Sep. 15th, 2011

serenissima: (Default)
"I entered American Apparel’s “plus-size model” contest as a joke—and won. But I want nothing to do with a company that’s wanted nothing to do with large women until now."
My Big, Fat Photo Spoof

Hmm.

Things like this generally don't appear on my radar, but I happened across it.... I don't entirely understand what the author was trying to accomplish with her joke contest entry. Do you? What do you make of it?

"The puns, the insulting, giggly tones, and the over-used euphemisms for fat that were scattered throughout the campaign’s solicitation began to crystalize an opinion in my mind. How offensive the campaign was. How it spoke to plus-sized women like they were starry-eyed 16 year olds from Kansas whose dream, obviously, was to hop a bus to L.A. to make it big in fashion. How apparently there were no words in existence to accurately describe the way American Apparel felt about a sexy, large woman, and so phrases like “booty-ful” and “XLent” would need to be invented for us—not only to fill this void in American vocabulary, but also make the company seem like a relatable, sassy friend to fat chicks.

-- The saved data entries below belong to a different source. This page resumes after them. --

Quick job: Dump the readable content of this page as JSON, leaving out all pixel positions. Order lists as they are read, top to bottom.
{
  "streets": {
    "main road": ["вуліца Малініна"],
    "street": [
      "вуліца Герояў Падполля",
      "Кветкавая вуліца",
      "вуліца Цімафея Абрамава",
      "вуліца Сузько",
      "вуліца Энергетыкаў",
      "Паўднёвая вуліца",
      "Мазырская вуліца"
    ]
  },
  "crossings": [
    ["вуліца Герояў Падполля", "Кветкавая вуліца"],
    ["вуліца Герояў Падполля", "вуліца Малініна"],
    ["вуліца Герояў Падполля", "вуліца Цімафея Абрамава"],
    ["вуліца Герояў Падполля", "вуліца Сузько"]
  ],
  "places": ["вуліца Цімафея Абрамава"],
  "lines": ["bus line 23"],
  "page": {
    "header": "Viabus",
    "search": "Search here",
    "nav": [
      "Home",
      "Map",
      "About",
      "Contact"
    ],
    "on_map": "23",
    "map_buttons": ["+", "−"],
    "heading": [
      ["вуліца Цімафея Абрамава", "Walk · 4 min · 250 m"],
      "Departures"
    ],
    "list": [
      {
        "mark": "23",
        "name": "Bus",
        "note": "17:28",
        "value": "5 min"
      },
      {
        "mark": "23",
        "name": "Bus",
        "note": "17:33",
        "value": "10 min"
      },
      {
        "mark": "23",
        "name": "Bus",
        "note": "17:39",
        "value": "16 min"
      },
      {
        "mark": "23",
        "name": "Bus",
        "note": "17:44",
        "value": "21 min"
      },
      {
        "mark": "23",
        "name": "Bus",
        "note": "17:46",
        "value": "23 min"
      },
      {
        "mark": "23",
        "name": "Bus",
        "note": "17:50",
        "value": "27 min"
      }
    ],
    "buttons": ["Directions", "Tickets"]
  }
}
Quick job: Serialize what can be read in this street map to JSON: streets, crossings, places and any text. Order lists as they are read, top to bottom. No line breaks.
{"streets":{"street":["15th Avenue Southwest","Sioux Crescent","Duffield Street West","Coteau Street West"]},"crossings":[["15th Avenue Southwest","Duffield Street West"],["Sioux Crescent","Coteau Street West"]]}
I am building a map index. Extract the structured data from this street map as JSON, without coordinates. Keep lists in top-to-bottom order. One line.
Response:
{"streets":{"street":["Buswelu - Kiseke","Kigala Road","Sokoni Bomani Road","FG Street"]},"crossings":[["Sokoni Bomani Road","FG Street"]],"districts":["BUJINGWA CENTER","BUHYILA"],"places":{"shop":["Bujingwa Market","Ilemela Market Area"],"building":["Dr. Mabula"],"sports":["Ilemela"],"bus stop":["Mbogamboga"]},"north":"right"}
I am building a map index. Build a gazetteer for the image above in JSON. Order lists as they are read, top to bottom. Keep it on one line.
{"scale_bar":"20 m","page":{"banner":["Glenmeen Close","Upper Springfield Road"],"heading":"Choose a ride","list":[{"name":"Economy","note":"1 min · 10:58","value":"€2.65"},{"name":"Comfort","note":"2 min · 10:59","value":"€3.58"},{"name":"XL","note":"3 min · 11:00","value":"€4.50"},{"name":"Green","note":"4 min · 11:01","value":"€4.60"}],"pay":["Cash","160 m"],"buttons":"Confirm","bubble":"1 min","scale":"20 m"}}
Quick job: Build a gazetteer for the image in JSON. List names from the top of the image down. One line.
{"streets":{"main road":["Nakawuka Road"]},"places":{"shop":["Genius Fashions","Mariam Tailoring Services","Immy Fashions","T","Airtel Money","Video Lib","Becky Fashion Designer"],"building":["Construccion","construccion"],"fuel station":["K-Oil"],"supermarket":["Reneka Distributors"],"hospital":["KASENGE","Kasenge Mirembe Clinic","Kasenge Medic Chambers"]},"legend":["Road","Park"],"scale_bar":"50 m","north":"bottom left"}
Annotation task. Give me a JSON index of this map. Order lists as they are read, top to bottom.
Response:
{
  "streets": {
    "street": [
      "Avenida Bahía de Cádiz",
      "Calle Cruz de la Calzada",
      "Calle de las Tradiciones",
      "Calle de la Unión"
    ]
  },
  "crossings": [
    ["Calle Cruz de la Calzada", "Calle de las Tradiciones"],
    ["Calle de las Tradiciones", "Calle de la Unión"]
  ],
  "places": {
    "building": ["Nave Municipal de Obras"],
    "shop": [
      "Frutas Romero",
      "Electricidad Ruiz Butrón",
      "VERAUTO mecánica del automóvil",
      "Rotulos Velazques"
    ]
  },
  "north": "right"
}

A relatable, sassy friend who was looking to broaden its customer base after warning it might need to declare bankruptcy earlier this year. And a relatable, sassy friend who wanted as much free press as possible. That’s when I finally put my finger on why I couldn’t get this “contest” out of my head: American Apparel was going to try to use one fat girl as a symbol of apology and acceptance to a demographic it had long insisted on ignoring, while simultaneously having that girl (and a thousand other girls) shill their products."